WHAT NEEDS TO BE DONE:
Look through the entries and count each line that includes the string "setLineDash". Reply with the number alone.

PROVIDED ENTRIES:
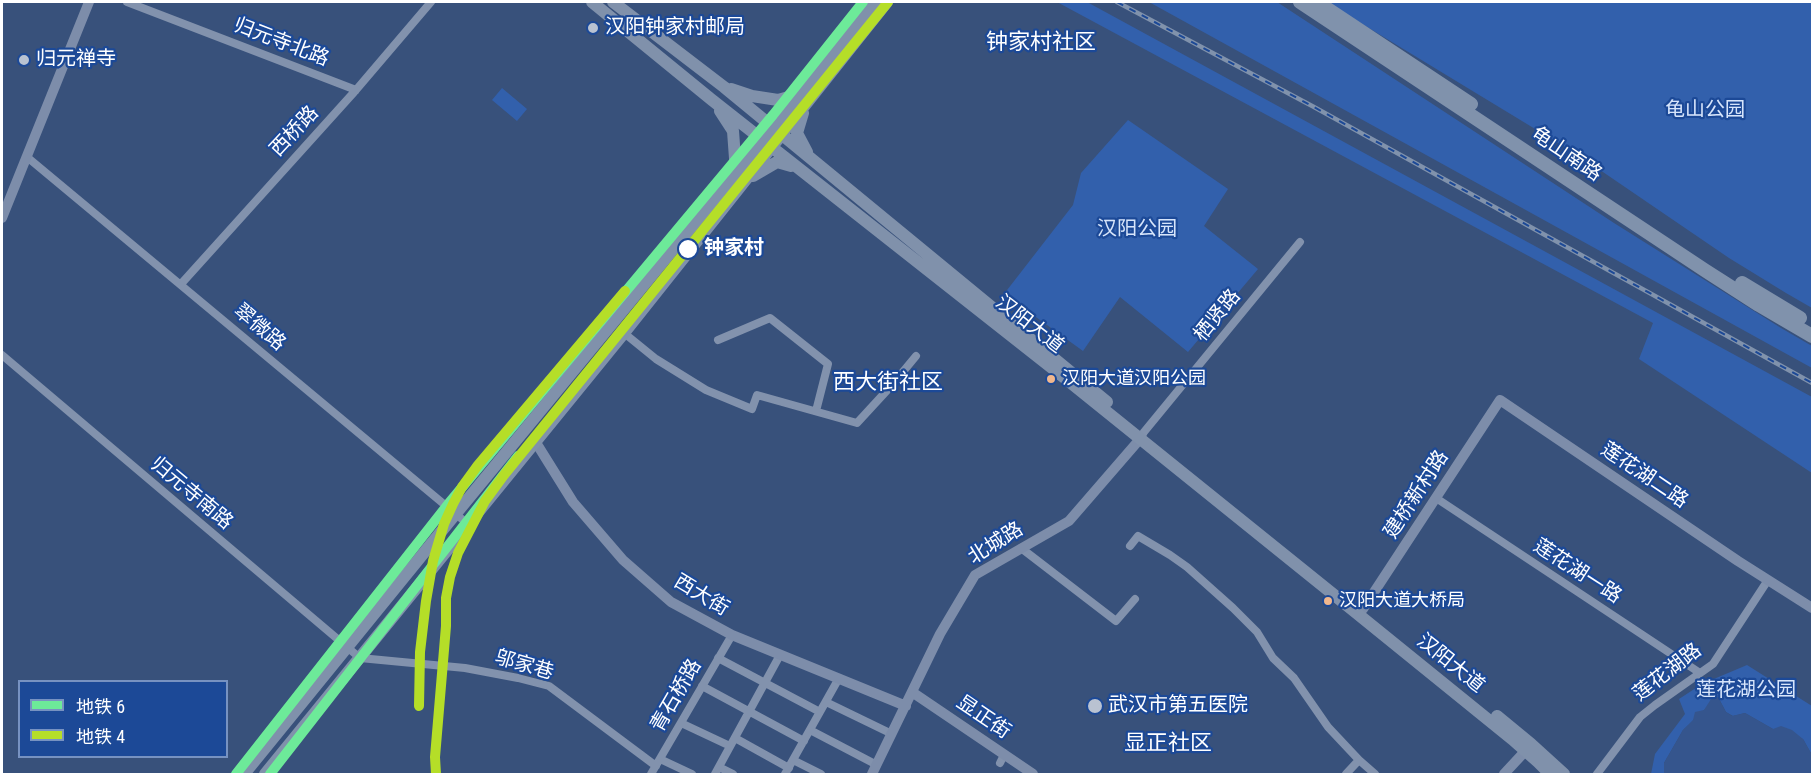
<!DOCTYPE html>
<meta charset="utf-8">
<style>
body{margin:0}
#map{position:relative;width:1814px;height:776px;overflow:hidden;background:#38517b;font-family:"Roboto Condensed","Noto Sans SC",sans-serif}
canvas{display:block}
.frame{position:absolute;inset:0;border:3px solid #fff;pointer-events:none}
.legend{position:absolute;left:18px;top:680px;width:210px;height:78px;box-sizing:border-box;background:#1c4997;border:2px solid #7792c1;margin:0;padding:8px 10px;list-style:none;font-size:18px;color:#fff}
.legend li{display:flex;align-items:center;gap:12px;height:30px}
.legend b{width:30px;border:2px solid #7792c1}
</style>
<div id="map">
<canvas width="1814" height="776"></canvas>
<div class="frame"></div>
<ul class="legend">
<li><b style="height:8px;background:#6dea99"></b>地铁 6</li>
<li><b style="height:8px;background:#b5de28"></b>地铁 4</li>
</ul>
</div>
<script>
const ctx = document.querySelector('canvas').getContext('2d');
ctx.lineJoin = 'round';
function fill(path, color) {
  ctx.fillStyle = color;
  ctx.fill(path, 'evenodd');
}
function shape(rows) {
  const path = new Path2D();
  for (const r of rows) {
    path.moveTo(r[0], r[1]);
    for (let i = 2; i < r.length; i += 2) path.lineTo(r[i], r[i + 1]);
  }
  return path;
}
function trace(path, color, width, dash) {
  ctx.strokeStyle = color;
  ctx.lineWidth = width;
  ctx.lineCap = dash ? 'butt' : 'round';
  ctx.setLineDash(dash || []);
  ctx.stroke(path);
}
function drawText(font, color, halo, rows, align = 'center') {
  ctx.font = font + ' "Roboto Condensed","Noto Sans SC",sans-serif';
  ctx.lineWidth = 4.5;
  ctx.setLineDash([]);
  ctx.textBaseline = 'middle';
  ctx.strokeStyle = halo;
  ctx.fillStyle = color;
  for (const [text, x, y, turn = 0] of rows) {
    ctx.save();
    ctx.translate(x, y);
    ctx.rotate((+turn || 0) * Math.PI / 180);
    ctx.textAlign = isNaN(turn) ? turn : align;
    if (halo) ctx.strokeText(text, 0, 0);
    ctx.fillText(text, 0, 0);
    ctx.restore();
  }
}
fill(shape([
 [1057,2,1087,2,1812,397,1812,473,1639,359,1653,323],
 [1149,2,1277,2,1614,223,1781,328,1812,346,1812,368],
 [1326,2,1812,2,1812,308,1786,293,1729,258,1578,155],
 [502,88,527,109,517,121,492,100],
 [1128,120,1228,189,1204,226,1258,269,1188,352,1120,297,1083,351,1004,294,1073,205,1081,173],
 [1747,665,1812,706,1812,755,1803,739,1773,729,1745,713,1733,716,1726,712,1718,697,1683,730,1664,763,1664,774,1651,774,1655,754,1685,714,1679,699,1702,684]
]), '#3260ac');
fill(shape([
 [1713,696,1718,697,1726,712,1732,716,1745,713,1773,729,1781,726,1792,730,1803,739,1812,755,1812,774,1664,774,1664,763,1683,730,1693,720,1695,712,1704,710]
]), '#35558d');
trace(shape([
 [127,2,356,90],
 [27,157,469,525],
 [181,284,356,90,431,2],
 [624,333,656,359,706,390,752,409,757,395,857,423,892,385,916,356],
 [718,340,770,318,828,364,816,411],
 [2,355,360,658,465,668,518,678,549,686,656,766],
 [1140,439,1144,432,1300,242],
 [1436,498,1700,673],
 [1130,546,1138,536,1170,555,1187,567,1233,608,1257,632,1273,658,1294,678,1328,727,1359,760,1346,774],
 [1021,548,1116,621,1135,599],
 [718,658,820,712],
 [702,686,804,741],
 [826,702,892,734],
 [681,723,730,746],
 [810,730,877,765],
 [735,738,789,768],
 [660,759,692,774],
 [793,760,821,774],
 [1359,760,1375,774],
 [1000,763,1004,755],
 [719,767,733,774],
 [651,774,732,635],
 [715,774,780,655],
 [785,774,839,678],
 [1597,774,1640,717,1655,705,1713,664,1768,580]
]), '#8292ad', 8);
trace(shape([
 [2,218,89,2],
 [535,441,573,502,623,560,671,602,732,635,906,706],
 [1363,609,1500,400,1738,561,1812,608],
 [912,692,1033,774],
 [872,774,940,634,975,575,1069,521,1140,439],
 [1504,774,1530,746]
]), '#7d8daa', 10);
trace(shape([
 [592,2,712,100,1066,379,1354,611,1512,739,1538,762,1550,774],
 [613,2,724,87,1107,402],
 [731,89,752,96,778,100,799,94],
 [720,111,733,131,736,172],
 [803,113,797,133,807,152],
 [753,176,777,162,791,166],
 [1497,716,1531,744,1564,774],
 [244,774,449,522,763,140,873,2],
 [265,774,624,333,887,2]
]), '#8091ab', 12);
trace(shape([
 [1300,2,1706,271,1759,305,1812,336],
 [1317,2,1471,104],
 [1742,283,1800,318]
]), '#8092ac', 14);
const rail = shape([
 [1117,2,1314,107,1812,383]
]);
trace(rail, '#8092ac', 4.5);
trace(rail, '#1c4997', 2, [7]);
trace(shape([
 [236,774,449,503,773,115,863,2],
 [270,774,518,456]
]), '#6dea99', 10);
trace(shape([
 [419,706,420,652,426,601,433,561,444,524,453,504,462,487,478,465,625,291],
 [436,774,435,757,446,626,446,598,450,577,458,553,485,501,504,475,888,2]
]), '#b5de28', 10);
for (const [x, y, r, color] of [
 [593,28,6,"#b9c2d1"],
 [24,60,6,"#b9c2d1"],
 [688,249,10,"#fff"],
 [1051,379,5,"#f1b78d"],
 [1328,601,5,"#f1b78d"],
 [1095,706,8,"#b9c2d1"]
]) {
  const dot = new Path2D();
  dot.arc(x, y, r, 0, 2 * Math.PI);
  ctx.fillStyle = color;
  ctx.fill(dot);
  trace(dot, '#1c4997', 2);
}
drawText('18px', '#fff', '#1c4997', [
 ["汉阳大道汉阳公园",1062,379],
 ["汉阳大道大桥局",1339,601]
], 'left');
drawText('20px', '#fff', '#1c4997', [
 ["汉阳钟家村邮局",605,28],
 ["归元禅寺",36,60],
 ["武汉市第五医院",1108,706]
], 'left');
drawText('20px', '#fff', '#1c4997', [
 ["归元寺北路",281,43,21],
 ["西桥路",295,132,-47],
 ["龟山南路",1566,155,34],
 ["栖贤路",1218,316,-51],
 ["汉阳大道",1029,325,38],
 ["翠微路",259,328,40],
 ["莲花湖二路",1644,476,34],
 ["归元寺南路",191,494,40],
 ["建桥新村路",1417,495,-57],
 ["北城路",996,544,-32],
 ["莲花湖一路",1577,572,33],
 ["西大街",701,596,31],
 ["汉阳大道",1450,664,39],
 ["邬家巷",524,666,16],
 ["莲花湖路",1668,673,-38],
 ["青石桥路",677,696,-60],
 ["显正街",983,718,34]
]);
drawText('20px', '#d7e5fb', '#1c4997', [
 ["龟山公园",1705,111],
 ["汉阳公园",1137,230],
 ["莲花湖公园",1746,691]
]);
drawText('bold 20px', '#fff', '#1c4997', [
 ["钟家村",704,249]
], 'left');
drawText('22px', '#fff', '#1c4997', [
 ["钟家村社区",1041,43],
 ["西大街社区",888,383],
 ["显正社区",1168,744]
]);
</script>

SOLUTION FOR THIS EXERCISE:
2